15.8.02

Raso


Acordou sentindo-se superficial. Não no nível das ideias, onde até se destacava. Sentia-se leve no corpo, como se fosse uma folha de papel.

Teve medo de sair de cama e com o impulso tomado ir parar no teto. Sentia que tinha apenas duas dimensões. Se alguém se dispusesse, poderia pegá-lo e fazer dele um rolo, como uma planta de arquiteto em papel vegetal.

Se aventurou em levantar. Não saiu flutuando como temia, mas ainda se sentia leve, sem peso. Se vestiu. As roupas lhe dariam alguma massa, pensou. Não funcionou. A vestimenta que lhe cobria a nudez adquiriu suas propriedades corpóreas.

Começou a se desesperar. Resolveu não sair de casa. Só de imaginar o que poderia lhe acontecer na rua – o vento, as trombadas com as pessoas nas calçadas – tremia. Esperava sinceramente que esse problema acabasse rápido.

Mas não acabou. As horas, os dias, as semanas foram passando. Ele dormia, acordava, voltava a dormir e continua praticamente etéreo. Não sabia mais o que fazer. Não comia mais, não atendia o telefone. E o mais revoltante: ninguém deu por sua falta. As semanas viraram meses. Ele não definhava, mesmo sem se alimentar. E mesmo desaparecido, nada de procurarem por ele.

Desenvolveu uma teoria. Perdera a massa porque era, metaforicamente uma pessoa rasa. Começou a achar que não havia mesmo porque alguém procurá-lo. Todas as suas amizades eram superficiais, assim como seus assuntos, seus gostos, sua vida. Era uma espécie de ironia do destino.

Resolveu se matar. Abriu a janela do quarto, que desde sua mutação vivia fechada pelo medo que tinha das correntes de vento no 13º andar, e resolveu se jogar. De um pulo só, saiu flanando pela janela. Como ele esperava, seu corpo não caiu. Ergue-se no ar, como uma pipa contra o vento. Ao se ver voando, pensou que de repente sua vida até que valia a pena. Desistiu de se matar. Mas o que faria agora?

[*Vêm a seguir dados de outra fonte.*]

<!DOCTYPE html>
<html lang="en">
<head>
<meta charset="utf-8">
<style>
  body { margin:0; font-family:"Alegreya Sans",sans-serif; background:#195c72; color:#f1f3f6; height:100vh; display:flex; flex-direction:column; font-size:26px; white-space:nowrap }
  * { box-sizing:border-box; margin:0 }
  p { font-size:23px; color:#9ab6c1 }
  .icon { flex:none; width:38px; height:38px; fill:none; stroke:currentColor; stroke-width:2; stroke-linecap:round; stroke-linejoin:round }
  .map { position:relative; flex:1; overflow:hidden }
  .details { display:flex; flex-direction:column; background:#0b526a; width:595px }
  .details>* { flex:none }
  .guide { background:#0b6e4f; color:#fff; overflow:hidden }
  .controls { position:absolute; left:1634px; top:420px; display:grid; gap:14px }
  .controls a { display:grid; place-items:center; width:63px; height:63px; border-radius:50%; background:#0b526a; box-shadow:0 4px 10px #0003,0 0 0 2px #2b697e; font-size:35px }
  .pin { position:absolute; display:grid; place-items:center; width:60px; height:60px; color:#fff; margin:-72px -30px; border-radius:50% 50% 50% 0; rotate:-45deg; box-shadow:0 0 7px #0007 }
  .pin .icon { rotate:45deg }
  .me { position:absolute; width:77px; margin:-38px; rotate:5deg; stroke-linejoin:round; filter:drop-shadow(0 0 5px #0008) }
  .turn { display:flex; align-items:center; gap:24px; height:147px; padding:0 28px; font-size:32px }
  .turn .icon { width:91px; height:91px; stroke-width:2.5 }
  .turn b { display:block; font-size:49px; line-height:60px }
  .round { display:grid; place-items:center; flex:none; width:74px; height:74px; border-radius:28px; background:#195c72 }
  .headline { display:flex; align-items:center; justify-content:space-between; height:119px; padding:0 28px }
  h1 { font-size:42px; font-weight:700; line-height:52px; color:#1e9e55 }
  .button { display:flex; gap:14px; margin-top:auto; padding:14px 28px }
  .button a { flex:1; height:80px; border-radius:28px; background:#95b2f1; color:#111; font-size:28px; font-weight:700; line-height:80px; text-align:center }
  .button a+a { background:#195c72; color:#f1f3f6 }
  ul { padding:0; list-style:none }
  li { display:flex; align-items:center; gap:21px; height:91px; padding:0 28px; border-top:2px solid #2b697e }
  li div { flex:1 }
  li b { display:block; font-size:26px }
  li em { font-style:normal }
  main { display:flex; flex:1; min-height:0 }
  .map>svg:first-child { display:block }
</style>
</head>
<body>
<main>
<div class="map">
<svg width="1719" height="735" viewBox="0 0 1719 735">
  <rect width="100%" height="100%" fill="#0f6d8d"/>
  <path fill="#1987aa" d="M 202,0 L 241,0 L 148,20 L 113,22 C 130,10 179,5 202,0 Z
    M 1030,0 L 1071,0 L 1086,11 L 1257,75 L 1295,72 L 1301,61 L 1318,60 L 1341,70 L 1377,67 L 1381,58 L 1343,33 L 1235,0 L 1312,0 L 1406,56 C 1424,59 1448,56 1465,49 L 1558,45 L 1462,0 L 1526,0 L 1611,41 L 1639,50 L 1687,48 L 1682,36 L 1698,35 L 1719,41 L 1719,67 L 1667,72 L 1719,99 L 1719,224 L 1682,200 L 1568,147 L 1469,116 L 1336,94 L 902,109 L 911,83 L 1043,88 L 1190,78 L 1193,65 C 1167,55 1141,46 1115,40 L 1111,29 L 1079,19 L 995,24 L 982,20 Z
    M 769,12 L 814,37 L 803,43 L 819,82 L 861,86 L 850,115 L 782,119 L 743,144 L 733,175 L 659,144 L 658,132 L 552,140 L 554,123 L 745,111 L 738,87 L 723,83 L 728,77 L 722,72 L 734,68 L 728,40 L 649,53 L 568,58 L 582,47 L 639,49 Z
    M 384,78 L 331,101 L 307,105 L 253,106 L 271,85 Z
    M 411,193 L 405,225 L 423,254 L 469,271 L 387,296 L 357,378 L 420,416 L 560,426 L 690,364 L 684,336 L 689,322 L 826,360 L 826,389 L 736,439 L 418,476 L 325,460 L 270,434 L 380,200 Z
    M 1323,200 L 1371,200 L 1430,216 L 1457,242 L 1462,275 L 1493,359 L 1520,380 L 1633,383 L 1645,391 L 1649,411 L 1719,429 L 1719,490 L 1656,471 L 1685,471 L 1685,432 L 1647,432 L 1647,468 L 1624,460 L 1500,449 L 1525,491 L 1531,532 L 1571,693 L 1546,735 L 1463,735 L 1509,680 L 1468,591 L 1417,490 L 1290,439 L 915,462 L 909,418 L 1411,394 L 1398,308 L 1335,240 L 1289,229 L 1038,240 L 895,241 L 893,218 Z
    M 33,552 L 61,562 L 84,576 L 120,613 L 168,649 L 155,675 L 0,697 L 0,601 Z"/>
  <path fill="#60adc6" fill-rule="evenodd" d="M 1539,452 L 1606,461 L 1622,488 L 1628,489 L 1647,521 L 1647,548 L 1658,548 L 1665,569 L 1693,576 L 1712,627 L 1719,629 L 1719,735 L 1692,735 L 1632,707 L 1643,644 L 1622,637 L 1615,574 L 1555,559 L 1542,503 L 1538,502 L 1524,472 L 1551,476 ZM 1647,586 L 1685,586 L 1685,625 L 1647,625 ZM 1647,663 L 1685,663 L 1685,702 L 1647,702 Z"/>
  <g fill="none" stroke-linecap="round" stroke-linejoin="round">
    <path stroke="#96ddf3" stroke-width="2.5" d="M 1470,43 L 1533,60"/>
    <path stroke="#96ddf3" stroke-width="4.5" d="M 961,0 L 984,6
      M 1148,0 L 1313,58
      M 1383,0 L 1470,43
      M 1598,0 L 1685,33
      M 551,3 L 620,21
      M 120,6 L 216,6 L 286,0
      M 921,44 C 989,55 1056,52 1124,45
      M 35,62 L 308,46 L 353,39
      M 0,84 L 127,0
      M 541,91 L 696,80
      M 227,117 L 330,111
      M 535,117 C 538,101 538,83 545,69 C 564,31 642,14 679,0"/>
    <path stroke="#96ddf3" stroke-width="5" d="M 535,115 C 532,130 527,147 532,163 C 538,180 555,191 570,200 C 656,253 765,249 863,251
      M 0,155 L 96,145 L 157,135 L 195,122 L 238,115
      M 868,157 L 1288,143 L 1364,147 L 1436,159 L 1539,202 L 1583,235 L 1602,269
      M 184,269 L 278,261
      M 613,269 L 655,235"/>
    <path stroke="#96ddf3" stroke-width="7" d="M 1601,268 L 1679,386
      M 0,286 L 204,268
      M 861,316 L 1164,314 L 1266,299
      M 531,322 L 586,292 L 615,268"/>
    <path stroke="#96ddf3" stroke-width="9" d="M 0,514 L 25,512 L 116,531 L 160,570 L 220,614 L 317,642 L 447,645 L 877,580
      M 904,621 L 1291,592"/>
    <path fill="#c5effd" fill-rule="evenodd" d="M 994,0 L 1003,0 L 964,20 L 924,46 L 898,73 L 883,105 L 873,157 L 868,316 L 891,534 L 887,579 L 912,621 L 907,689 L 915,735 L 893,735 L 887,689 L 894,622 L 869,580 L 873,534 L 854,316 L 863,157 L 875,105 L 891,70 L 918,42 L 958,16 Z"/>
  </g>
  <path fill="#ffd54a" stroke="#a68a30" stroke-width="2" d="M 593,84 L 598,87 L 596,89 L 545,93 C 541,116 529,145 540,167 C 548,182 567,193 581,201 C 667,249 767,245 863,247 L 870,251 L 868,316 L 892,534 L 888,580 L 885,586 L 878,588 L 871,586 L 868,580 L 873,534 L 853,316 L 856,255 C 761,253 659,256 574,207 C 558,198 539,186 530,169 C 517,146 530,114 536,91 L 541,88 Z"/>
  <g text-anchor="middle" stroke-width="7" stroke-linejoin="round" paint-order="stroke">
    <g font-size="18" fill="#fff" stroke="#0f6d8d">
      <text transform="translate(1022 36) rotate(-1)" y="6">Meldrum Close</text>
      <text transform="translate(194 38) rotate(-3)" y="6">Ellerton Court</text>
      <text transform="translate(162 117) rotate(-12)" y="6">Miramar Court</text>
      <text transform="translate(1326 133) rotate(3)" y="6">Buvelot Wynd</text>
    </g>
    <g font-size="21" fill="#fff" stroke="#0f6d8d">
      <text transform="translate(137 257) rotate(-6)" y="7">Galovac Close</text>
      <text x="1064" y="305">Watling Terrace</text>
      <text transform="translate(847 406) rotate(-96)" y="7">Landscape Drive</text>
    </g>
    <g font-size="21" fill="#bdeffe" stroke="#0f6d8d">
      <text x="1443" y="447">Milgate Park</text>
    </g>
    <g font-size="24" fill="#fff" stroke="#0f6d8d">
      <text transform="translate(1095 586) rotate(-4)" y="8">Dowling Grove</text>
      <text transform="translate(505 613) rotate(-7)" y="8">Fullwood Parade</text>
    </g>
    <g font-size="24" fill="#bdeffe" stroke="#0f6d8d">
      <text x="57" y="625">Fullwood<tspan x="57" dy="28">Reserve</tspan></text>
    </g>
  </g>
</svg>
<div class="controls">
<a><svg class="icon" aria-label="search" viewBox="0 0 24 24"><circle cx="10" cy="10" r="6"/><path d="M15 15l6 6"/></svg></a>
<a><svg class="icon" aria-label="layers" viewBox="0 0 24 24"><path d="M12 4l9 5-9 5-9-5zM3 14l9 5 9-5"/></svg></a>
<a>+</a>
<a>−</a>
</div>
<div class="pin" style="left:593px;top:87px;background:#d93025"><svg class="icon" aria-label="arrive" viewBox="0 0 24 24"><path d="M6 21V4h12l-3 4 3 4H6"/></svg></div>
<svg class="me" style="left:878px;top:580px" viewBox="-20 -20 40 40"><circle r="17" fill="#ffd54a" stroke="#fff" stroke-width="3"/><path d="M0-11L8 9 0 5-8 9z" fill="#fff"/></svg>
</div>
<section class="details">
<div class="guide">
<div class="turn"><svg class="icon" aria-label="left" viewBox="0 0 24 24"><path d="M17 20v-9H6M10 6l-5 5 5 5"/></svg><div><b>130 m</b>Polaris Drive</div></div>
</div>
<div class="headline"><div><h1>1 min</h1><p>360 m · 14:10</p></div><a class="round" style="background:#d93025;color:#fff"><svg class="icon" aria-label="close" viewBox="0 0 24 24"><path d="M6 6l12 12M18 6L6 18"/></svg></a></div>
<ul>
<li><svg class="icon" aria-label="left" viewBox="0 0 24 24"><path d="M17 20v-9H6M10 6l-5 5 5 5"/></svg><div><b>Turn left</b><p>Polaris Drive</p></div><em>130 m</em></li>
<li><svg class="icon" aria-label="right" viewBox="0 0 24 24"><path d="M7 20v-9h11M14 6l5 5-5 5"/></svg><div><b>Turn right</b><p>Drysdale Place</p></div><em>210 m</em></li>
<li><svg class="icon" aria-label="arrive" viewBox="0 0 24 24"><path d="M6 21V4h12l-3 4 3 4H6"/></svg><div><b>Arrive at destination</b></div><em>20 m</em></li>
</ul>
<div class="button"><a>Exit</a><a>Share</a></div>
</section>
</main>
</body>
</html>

Pássaro de primeira viagem, não conseguia controlar seu voo. Seguia a vontade das brisas, as vezes indo acima dos arranha-céus, as vezes dando rasantes pelas avenidas repletas de carros e civilização. Quem o via, julgava ser um boneco de ar. Bem feito, mas um boneco. Cansado e meio enjoado das suas acrobacias involuntárias, começou a gritar por socorro. Mas ninguém o ouviu.

Uma corrente de ar quente o elevou, mais alto que nunca. O desespero e a falta de ar o fizeram desmaiar. Da rua, as pessoas apontavam para o balão que ia tão alto. Não conseguiam ver-lhe a forma.